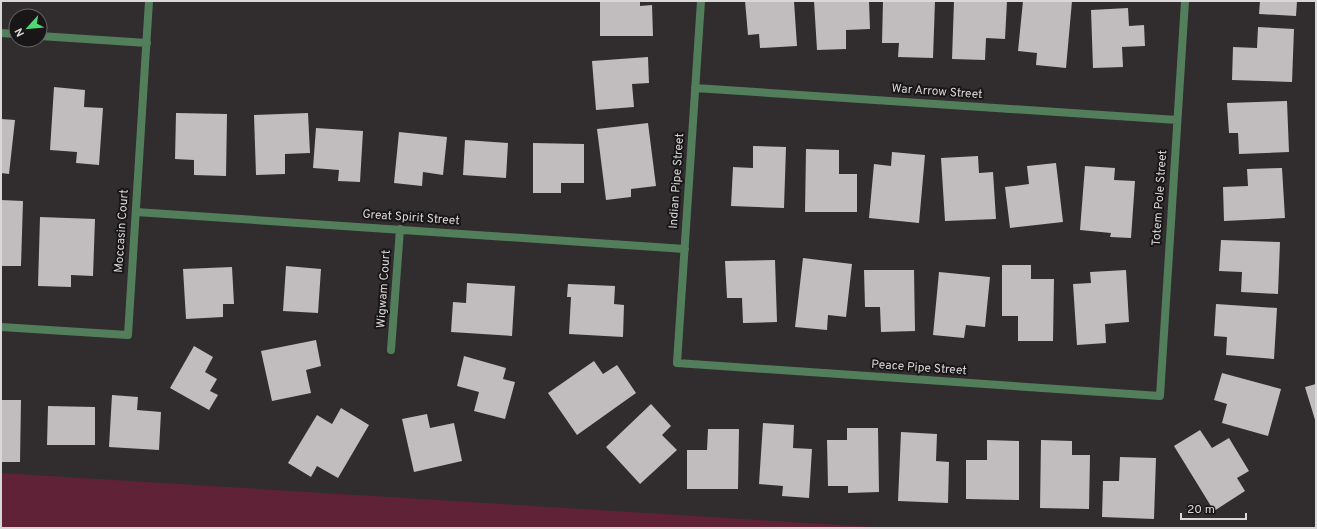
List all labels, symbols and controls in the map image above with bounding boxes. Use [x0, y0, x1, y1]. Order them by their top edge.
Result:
north arrow [8, 8, 48, 48]
text: N [12, 25, 28, 39]
street label: War Arrow Street [891, 81, 983, 103]
street label: Indian Pipe Street [666, 133, 688, 229]
street label: Totem Pole Street [1149, 149, 1171, 247]
street label: Moccasin Court [111, 189, 133, 273]
street label: Great Spirit Street [362, 207, 460, 229]
street label: Wigwam Court [373, 249, 395, 329]
street label: Peace Pipe Street [871, 357, 967, 379]
scale bar [1181, 495, 1246, 521]
text: 20 m [1187, 502, 1215, 518]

— Work order —
Repeat the listing exactly; do not print any picture.

— Output —
List all labels, symbols and controls in the map image above with bounding boxes. Use [x0, y0, x1, y1]. Order them by their top edge.
Result:
north arrow [8, 8, 48, 48]
text: N [12, 25, 28, 39]
street label: War Arrow Street [891, 81, 983, 103]
street label: Indian Pipe Street [666, 133, 688, 229]
street label: Totem Pole Street [1149, 149, 1171, 247]
street label: Moccasin Court [111, 189, 133, 273]
street label: Great Spirit Street [362, 207, 460, 229]
street label: Wigwam Court [373, 249, 395, 329]
street label: Peace Pipe Street [871, 357, 967, 379]
scale bar [1181, 495, 1246, 521]
text: 20 m [1187, 502, 1215, 518]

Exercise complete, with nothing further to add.